Akamai Technologies 8-K 2012
SECURITIES AND EXCHANGE COMMISSION
WASHINGTON, D.C. 20549
Pursuant to Section 13 or 15(d) of the
Securities Exchange Act of 1934
Date of report: January 19, 2012
(Date of earliest event reported)
AKAMAI TECHNOLOGIES, INC.
(Exact Name of Registrant as Specified in Charter)
Delaware 0-27275 04-3432319
(State or Other Jurisdiction (Commission File Number) (IRS Employer Identification No.)
8 Cambridge Center, Cambridge, Massachusetts 02142
(Address of Principal Executive Offices) (Zip Code)
Registrant's telephone number, including area code: (617) 444-3000
Check the appropriate box below if the Form 8-K filing is intended to simultaneously satisfy the filing obligation of the registrant under any of the following provisions (see General Instruction A.2. below):
o Written communications pursuant to Rule 425 under the Securities Act (17 CFR 230.425)
Item 5.02 Departure of Directors or Principal Officers; Election of Directors; Appointment of Certain Officers; Compensatory Arrangements of Certain Officers
2012 Executive Compensation
On January 19, 2012, the Compensation Committee (the “Compensation Committee”) of the Board of Directors of Akamai Technologies, Inc. adopted cash and equity compensation programs for 2012 for the following executive officers: Paul Sagan, Chief Executive Officer; Melanie Haratunian, Senior Vice President and General Counsel; Robert Hughes, Executive Vice President - Global Sales, Services & Marketing; and J. Donald Sherman, Chief Financial Officer (collectively, the “Executives”).

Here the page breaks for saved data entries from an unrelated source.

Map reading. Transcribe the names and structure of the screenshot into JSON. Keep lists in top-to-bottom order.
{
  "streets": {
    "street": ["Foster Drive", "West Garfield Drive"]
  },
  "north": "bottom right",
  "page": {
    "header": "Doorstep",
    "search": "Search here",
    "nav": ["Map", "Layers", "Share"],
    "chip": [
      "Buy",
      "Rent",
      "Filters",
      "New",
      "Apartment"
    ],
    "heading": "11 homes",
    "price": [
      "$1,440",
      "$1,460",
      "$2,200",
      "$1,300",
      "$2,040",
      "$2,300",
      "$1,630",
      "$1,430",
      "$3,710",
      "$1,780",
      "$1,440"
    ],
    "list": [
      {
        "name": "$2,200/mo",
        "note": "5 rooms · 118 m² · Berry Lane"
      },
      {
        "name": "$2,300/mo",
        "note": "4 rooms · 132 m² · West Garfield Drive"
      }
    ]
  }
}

The cash incentive components of the 2012 compensation program provide for an annual base salary and a cash bonus, the amount of such bonus to be determined based upon the achievement of certain pre-determined individual and corporate performance objectives. Specifically, each Executive's cash bonus is weighted as follows: 40% based on Akamai's achievement of a specified revenue target for fiscal year 2012; 40% based on Akamai's achievement of a specified normalized earnings per share (“normalized EPS”) target for fiscal year 2012; and 20% based on achievement of individual or departmental performance goals. The new base salaries will take effect on April 1, 2012. Below we use the term “2012 base salary earnings” to refer to the aggregate amount of base salary paid to an Executive during the 2012 calendar year.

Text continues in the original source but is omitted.